Zur Geschichte einer Legitimationsfigur

Der Ich-Effekt des Geldes
Fritz Breithaupt
Publication Date
2008
Website
View the publication on fischerverlade.de

Fritz Breithaupt’s second book, Der Ich-Effekt des Geldes: Zur Geschichte einer Legitimationsfigur [The Ego-Effect of Money], was published by Fischer Verlag in August 2008 in paperback. Fritz' assumption is that certain concepts, such as "the self," only exist by exerting pressure on people to conform and to prove these concepts. The self, he suggests, became at some point in the eighteenth century an ego-compulsion, a compulsion to prove the self. In particular, the book examines the connection between the concepts of money and the self from the mid-eighteenth century to the present. It is during this period that concepts of both money and self are propelled into the center of many discourses and practices, and it is the assumption of his study that their rapid development can best be understood if they are seen in light of each other.

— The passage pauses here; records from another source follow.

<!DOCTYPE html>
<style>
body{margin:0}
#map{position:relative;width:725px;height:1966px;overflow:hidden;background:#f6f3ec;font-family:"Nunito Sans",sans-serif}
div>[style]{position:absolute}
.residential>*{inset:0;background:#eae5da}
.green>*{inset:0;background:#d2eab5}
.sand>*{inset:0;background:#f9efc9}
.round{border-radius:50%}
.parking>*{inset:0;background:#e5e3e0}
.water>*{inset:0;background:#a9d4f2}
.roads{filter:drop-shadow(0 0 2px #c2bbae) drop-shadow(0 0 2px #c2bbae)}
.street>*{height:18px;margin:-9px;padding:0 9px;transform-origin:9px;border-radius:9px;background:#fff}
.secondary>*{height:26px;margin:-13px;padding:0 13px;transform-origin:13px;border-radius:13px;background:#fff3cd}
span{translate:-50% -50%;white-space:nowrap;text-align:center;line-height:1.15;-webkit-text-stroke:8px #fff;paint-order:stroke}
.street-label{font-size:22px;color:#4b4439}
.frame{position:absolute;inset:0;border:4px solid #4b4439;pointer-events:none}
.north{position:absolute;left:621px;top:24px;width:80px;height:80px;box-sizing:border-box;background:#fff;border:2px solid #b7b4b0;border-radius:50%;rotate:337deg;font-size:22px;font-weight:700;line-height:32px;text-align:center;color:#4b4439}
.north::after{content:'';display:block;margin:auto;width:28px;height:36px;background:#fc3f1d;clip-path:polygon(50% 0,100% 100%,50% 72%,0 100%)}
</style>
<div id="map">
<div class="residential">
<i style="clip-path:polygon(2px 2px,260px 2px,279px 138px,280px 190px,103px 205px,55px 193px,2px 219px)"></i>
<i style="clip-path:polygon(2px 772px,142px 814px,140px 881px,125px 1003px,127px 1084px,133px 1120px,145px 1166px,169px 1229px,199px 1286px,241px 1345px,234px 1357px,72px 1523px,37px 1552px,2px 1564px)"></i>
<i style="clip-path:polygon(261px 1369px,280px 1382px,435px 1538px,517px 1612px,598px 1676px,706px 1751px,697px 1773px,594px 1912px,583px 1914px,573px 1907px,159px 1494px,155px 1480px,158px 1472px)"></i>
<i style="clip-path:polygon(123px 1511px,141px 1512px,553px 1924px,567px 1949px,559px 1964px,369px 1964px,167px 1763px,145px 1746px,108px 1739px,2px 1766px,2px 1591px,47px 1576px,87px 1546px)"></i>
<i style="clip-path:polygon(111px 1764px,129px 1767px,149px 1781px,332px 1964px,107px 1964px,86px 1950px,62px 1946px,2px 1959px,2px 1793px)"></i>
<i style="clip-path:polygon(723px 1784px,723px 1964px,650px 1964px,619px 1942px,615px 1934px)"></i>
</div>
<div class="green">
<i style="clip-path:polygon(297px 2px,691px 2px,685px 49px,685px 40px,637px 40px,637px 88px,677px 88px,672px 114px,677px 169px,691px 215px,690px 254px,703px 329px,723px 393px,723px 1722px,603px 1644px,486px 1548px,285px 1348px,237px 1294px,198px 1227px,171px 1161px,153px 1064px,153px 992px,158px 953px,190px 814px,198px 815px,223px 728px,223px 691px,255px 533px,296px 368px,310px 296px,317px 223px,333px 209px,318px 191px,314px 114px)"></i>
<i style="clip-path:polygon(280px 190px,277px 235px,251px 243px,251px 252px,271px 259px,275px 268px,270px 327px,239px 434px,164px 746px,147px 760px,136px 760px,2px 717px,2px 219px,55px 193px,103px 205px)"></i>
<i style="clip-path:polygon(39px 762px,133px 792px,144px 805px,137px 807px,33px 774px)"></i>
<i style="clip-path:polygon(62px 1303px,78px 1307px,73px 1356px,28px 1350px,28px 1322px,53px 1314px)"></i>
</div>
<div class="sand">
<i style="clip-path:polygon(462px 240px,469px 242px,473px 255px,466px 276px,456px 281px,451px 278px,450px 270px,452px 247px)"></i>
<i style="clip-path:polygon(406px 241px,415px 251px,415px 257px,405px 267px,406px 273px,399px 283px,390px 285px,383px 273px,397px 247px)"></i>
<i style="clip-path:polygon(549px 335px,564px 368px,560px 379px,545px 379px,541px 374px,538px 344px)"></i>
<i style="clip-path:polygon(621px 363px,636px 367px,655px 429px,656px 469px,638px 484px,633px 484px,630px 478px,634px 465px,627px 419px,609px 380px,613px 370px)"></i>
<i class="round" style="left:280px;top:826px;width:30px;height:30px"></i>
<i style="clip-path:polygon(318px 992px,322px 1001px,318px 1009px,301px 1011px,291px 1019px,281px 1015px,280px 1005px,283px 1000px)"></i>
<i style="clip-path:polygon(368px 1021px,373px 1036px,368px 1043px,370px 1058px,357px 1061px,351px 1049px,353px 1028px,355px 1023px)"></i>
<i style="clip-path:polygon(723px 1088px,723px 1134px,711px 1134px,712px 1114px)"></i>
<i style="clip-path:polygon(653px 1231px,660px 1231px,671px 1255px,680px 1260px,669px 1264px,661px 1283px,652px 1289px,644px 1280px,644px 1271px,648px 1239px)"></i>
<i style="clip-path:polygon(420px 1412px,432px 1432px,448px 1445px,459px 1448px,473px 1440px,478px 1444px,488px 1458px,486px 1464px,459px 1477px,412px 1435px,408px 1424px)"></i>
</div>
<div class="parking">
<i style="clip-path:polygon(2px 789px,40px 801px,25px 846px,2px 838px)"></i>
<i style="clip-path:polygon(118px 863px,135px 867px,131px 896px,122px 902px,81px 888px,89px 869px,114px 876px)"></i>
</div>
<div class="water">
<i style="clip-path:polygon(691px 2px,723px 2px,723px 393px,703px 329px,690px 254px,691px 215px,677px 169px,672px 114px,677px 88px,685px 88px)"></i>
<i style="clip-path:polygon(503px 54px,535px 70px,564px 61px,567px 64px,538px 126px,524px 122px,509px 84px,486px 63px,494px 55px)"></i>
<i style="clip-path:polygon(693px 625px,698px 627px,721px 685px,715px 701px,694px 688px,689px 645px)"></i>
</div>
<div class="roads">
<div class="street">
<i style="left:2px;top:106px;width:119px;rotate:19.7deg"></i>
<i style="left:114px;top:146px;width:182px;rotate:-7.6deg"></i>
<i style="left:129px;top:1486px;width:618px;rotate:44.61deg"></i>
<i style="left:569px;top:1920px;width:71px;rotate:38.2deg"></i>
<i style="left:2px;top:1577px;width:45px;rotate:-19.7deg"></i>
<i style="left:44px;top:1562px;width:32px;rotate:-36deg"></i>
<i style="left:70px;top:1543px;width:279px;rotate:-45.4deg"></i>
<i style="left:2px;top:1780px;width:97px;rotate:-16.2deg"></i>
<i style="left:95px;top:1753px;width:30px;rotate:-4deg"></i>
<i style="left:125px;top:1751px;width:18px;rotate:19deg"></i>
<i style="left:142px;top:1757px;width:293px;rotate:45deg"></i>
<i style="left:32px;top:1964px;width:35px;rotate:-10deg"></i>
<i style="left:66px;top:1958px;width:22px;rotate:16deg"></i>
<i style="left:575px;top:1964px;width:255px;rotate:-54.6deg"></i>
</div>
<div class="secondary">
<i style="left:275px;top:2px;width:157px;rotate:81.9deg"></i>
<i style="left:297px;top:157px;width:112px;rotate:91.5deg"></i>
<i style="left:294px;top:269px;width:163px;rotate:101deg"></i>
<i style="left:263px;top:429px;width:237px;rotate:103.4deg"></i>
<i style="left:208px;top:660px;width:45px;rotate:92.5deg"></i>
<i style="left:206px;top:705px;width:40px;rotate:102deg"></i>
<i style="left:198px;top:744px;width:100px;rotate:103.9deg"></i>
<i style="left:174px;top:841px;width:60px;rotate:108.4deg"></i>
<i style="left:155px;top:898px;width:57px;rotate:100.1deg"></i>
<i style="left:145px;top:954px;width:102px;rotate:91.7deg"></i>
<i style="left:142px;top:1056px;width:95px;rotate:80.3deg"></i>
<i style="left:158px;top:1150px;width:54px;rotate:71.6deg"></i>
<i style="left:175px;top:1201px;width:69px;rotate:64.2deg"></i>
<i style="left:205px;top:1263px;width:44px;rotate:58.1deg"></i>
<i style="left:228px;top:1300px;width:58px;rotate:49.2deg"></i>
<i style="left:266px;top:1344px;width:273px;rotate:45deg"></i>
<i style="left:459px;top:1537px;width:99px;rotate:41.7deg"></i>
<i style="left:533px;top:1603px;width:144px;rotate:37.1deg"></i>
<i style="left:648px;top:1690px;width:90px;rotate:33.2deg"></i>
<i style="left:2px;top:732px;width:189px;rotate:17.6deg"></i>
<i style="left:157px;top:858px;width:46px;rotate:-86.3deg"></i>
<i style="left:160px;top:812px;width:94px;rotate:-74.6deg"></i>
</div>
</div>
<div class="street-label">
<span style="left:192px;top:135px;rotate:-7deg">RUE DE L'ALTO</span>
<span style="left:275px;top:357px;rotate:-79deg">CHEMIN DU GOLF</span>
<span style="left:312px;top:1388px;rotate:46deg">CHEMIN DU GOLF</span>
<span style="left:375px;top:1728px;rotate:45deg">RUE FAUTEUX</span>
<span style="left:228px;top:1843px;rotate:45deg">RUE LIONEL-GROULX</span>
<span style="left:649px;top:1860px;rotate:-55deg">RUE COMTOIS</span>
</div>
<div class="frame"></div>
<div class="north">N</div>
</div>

In short, the hypothesis is that both concepts help each other surpass their particular limitations: "money" enables the self to justify itself both formally and materially, and "the self" provides a site and the structure for accumulation. The book is organized by moments of crisis within the concepts of self and money. In fact, evidence for the hypothesis of a co-history can be adduced from the fact that these crises and re-articulations occur simultaneously and in a related manner in the years around the 1770s, 1797, 1848, 1871, 1900, 1919, 1955, and 1979.

Citation

Fritz Breithaupt, Der Ich-Effekt des Geldes: Zur Geschichte einer Legitimationsfigur, (Frankfurt: S. Fischer, 2008).